Data supplied —

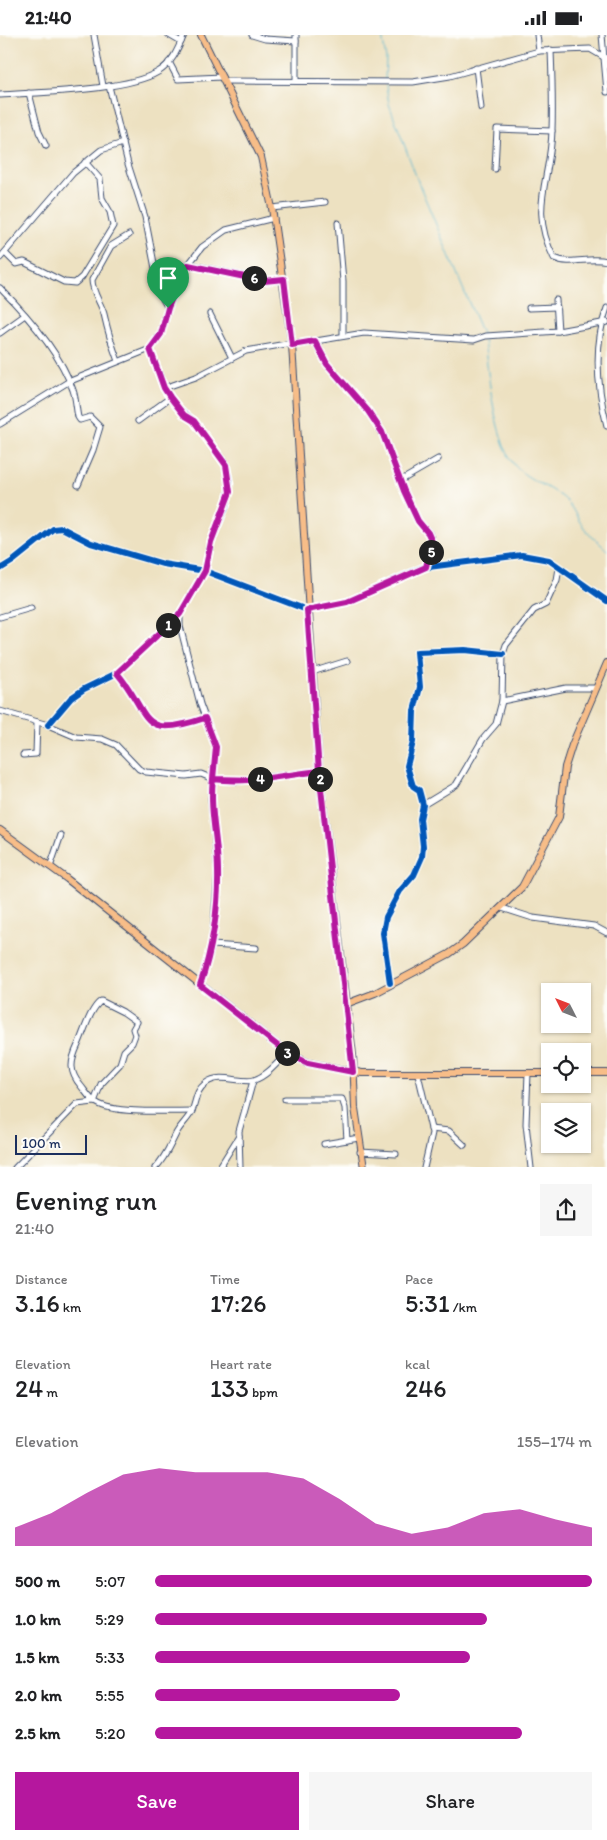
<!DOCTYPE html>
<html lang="en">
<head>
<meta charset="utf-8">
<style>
  body { margin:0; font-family:Itim,sans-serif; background:#f6f6f6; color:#202124; height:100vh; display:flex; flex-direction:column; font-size:19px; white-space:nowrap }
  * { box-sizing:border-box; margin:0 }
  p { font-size:16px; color:#757577 }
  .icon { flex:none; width:28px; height:28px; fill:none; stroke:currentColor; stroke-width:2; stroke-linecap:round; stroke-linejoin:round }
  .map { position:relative; height:1132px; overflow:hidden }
  .sheet { display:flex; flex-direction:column; background:#fff; flex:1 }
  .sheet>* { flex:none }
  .needle { width:32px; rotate:312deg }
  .buttons { position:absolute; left:541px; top:948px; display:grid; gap:10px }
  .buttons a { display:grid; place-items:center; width:50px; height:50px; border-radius:0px; background:#fff; box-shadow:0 1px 4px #0004; font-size:25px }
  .scale { position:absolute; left:15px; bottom:12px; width:72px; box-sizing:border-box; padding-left:5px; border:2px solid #1b2f5e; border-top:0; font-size:14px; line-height:18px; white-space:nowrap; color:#1b2f5e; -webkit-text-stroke:4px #fdfcf7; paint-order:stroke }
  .pin { position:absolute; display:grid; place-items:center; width:42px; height:42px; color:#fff; margin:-51px -21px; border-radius:50% 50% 50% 0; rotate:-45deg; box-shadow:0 0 5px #0007 }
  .pin .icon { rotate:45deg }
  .km { position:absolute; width:25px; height:25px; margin:-12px; border-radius:50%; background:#222; color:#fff; font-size:14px; line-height:25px; text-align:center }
  .round { display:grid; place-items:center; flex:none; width:52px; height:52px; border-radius:0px; background:#f6f6f6 }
  .overview { display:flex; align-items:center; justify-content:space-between; height:85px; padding:0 15px }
  h1 { font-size:28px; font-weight:600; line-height:38px }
  .figures { display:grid; grid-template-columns:repeat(3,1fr); gap:8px; height:85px; padding:5px 15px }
  .figures div { display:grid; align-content:center }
  .figures b { font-size:25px; font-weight:600 }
  .figures small { font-size:14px; font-weight:400 }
  .figures p { font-size:14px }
  .chart { height:140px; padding:10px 15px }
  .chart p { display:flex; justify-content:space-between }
  .chart svg { width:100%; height:90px; margin-top:5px; fill:#b5179e; opacity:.7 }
  .cta { display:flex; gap:10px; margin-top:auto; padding:10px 15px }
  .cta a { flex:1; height:58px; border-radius:0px; background:#b5179e; color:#fff; font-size:20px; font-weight:600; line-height:58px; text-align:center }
  .cta a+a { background:#f6f6f6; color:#202124 }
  ul { padding:0 15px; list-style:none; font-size:16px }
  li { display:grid; grid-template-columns:80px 60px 1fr; align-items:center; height:38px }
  li i { height:12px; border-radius:6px; background:#b5179e }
  .status { display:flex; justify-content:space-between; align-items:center; height:35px; padding:0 25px; background:#fff; direction:ltr }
  .status svg { height:14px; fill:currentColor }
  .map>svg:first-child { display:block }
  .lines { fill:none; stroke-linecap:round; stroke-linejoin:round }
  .stream { stroke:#50b3cf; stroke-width:1 }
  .minor-casing { stroke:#3a4a6d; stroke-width:7 }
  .major-casing { stroke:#3a4a6d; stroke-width:8 }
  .minor { stroke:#fff; stroke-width:5 }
  .major { stroke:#f7bd88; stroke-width:6 }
  .cycleway-casing { stroke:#fdfcf7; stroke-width:9 }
  .cycleway { stroke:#0057b8; stroke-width:6 }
  .route-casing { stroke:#fff; stroke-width:10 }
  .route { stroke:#b5179e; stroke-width:6 }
</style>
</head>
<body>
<div class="status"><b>21:40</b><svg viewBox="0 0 49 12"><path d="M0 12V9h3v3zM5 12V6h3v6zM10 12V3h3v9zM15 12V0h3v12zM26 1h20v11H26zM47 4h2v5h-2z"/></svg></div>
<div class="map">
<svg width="607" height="1133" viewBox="0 0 607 1133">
  <rect width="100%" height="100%" fill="#fdfcf7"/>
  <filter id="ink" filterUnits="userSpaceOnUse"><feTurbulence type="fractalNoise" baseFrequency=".02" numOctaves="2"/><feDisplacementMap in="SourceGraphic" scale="10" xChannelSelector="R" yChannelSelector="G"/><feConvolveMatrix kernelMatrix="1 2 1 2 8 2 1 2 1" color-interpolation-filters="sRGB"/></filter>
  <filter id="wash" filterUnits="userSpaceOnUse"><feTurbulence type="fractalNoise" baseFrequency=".0096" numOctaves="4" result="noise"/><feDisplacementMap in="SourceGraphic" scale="20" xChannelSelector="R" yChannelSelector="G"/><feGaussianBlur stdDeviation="1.12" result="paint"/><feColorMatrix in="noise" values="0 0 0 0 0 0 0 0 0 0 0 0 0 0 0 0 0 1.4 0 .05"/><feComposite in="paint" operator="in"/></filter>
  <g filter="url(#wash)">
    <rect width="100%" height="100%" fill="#ede1c1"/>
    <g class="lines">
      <g class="stream">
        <polyline points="382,0 386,24 385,46"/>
        <polyline points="386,50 389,69 419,149 483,301"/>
        <path d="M 484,305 C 488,337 495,415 520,436 C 535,448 555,454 568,468 C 575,476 578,486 585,494 C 591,502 600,508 607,515"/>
      </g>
    </g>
  </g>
  <g filter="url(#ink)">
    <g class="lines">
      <g class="minor-casing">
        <g id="minor">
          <polyline points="94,0 103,51"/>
          <polyline points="169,0 181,7"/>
          <polyline points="252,0 265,4 296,6"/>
          <polyline points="296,0 296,45"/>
          <polyline points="537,0 539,16"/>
          <polyline points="602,0 607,57"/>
          <path d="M 551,15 C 552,41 553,69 552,95 C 551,145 528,173 554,223 C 571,231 589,221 607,226"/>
          <polyline points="169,27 178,44 222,42"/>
          <polyline points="476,33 481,73"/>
          <polyline points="224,46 413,47 450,41 539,16 590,14 607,24"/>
          <polyline points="109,51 128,129 145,182 160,259 168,273"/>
          <polyline points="29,58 39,97 46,111"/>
          <path d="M 0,60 C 39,57 126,56 158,37 C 172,29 178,14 184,0"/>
          <polyline points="495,134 497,94 552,96"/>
          <polyline points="272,173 325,167"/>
          <polyline points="338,188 343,246 343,301"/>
          <polyline points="5,218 16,229 24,227 64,247 75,248 82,242 113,191 110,177 102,163 100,144 85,127"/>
          <polyline points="0,223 73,138 101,115 123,108"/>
          <polyline points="188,229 264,246 284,245"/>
          <path d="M 0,253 C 28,281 60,317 73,355 C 76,363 76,373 78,382 L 80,385 L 90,382 L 100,392 L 93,415 L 78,450"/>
          <polyline points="556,265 558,296"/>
          <polyline points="529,273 557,272"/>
          <path d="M 607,273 C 593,311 597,352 607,391"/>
          <polyline points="210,279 232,323"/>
          <polyline points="0,298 25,280"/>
          <polyline points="315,306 327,329 368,376 382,397 404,456 418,486 429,498 432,507 427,532"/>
          <polyline points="292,310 364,298 474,305 486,301 558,296 607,287"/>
          <path d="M 118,326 C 111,308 108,297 104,279 C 101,268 92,257 92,245 L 111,211 L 129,200"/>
          <polyline points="164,353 196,342 246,316 292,308"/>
          <polyline points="138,386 171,362"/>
          <polyline points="0,389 68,347 150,314 161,299 168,273 181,239 202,212 226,195 274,183"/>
          <polyline points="400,446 438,424"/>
          <polyline points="0,534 13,526 53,494 62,493 91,508 163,529 205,536 307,575 347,567 421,533 522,520 549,525 607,566"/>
          <polyline points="180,579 180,591 200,669 216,712 211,764 218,837 212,910 200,950"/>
          <polyline points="0,582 31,573"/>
          <polyline points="312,637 347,626"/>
          <path d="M 117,638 C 152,679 137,706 205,683"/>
          <polyline points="502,666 566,653 596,653"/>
          <polyline points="0,676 48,690 76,702 102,704 116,710 139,734 146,737 186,741 201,739 213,744 237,746 319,736"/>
          <polyline points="48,690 71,663 84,654 117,638 180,579 205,536 211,507 227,469 230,448 226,430 194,386 176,371 164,353 150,314"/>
          <polyline points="23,720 36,719 37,687"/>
          <polyline points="423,770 456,750 483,704 496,689 502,666 503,619 506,610 534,575 546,569 557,545 559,533"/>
          <polyline points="50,832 61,800"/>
          <polyline points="502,873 533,883 594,891 607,898"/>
          <polyline points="212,910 256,913"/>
          <polyline points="390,948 383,898 386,882 400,856 414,840 422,822 423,811 420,784 423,770 419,755 413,751 407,731 413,707 414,676 420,652 417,617 465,615 503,619"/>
          <polyline points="528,1038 526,1089 531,1133"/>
          <polyline points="418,1039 432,1098 424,1133"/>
          <polyline points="285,1064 342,1064 345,1073 347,1105"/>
          <path d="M 94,1067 L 101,1049 L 120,1029 L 124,1016 L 132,1008 L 135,1000 L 133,994 L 137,987 L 123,977 L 101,966 C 90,974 84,997 78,1010 C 70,1027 69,1037 81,1051 C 86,1057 90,1065 97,1068 C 114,1079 170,1076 192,1076"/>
          <polyline points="431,1094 449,1096 464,1110"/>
          <polyline points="324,1109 359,1103"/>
          <polyline points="360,1117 396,1119"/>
          <polyline points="15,1133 77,1069 94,1067"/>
          <path d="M 155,1133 C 166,1122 170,1110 177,1097 C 181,1090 187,1085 191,1078 C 197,1067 194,1057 206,1048 C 221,1037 241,1049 254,1045 C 267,1041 278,1027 287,1018"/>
          <polyline points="219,1133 239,1101"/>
          <polyline points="240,1133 239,1096 253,1046"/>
        </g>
      </g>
      <g class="major-casing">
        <g id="major">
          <polyline points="201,0 261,122 272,173 292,310 319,736 353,1020 355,1073 364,1133"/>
          <polyline points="0,795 67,844 287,1018 309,1028 362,1038 550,1038"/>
          <polyline points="346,969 375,958 449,919 463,909 522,852 559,782 565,732 572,710 607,628"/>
          <polyline points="582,1038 607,1038"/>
        </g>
      </g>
      <use href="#minor" class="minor"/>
      <use href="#major" class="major"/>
      <g class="cycleway-casing">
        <g id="cycleway">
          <polyline points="0,534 13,526 53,494 62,493 91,508 163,529 205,536 307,575 347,567 421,533 522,520 549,525 607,566"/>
          <polyline points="48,690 71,663 84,654 117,638 180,579 205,536 211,507 227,469 230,448 226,430 194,386 176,371 164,353 150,314"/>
          <polyline points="390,948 383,898 386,882 400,856 414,840 422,822 423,811 420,784 423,770 419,755 413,751 407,731 413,707 414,676 420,652 417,617 465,615 503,619"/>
        </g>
      </g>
      <use href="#cycleway" class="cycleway"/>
    </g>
  </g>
  <g class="lines" filter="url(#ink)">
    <g class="route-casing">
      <path id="route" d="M 168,273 L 161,299 L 150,314 L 164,353 L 170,362 L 184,380 L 194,386 L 226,430 L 230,457 L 211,507 L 205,536 L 180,579 L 117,638 C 152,679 137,706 205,683 L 216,712 L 213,744 L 256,745 L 319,736 L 353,1037 L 308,1028 L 287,1018 L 200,950 C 212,917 219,871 218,836 C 218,805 209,775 213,744 C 248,749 284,740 319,736 L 307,575 L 347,567 L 426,532 L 432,507 L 428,498 L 418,486 L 404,456 L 382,397 L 368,376 L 327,329 L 315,306 L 292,310 L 284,244 L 264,246 L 188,230 L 181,239 L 168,273"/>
    </g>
    <use href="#route" class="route"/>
  </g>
</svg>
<div class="buttons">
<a><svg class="needle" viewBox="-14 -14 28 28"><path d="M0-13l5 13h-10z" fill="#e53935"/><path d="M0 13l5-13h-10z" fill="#757577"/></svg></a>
<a><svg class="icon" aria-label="locate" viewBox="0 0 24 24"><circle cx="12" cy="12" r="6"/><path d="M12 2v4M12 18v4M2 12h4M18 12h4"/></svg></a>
<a><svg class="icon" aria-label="layers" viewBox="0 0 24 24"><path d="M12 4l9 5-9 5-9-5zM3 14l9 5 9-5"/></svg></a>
</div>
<div class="scale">100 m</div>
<div class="pin" style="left:168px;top:273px;background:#1e9e55"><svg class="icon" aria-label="arrive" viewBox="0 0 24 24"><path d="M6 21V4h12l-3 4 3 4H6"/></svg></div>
<b class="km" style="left:168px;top:590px">1</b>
<b class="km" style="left:320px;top:744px">2</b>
<b class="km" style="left:287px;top:1018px">3</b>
<b class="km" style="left:260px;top:744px">4</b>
<b class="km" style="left:431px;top:517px">5</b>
<b class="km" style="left:254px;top:243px">6</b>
</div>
<section class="sheet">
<div class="overview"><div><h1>Evening run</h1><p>21:40</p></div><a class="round"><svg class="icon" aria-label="share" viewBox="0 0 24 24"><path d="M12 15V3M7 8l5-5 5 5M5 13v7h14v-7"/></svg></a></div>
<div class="figures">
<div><p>Distance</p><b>3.16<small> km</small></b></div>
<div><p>Time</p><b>17:26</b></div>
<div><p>Pace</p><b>5:31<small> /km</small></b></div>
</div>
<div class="figures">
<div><p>Elevation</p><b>24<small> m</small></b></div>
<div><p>Heart rate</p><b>133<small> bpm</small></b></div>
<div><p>kcal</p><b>246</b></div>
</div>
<div class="chart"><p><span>Elevation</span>155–174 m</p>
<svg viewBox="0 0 160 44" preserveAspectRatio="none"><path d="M0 44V35L10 28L20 18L30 9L40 6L50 8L60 8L70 8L80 11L90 21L100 33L110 38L120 35L130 28L140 26L150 31L160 35V44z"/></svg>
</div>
<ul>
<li><b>500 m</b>5:07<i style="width:100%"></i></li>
<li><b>1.0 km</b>5:29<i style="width:76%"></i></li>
<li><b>1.5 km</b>5:33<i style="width:72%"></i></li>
<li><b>2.0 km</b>5:55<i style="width:56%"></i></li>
<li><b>2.5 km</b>5:20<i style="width:84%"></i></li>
</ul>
<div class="cta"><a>Save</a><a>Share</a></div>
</section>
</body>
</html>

What is needed —
From the entries above, copy each line holding "linecap".

Solution below —
  .icon { flex:none; width:28px; height:28px; fill:none; stroke:currentColor; stroke-width:2; stroke-linecap:round; stroke-linejoin:round }
  .lines { fill:none; stroke-linecap:round; stroke-linejoin:round }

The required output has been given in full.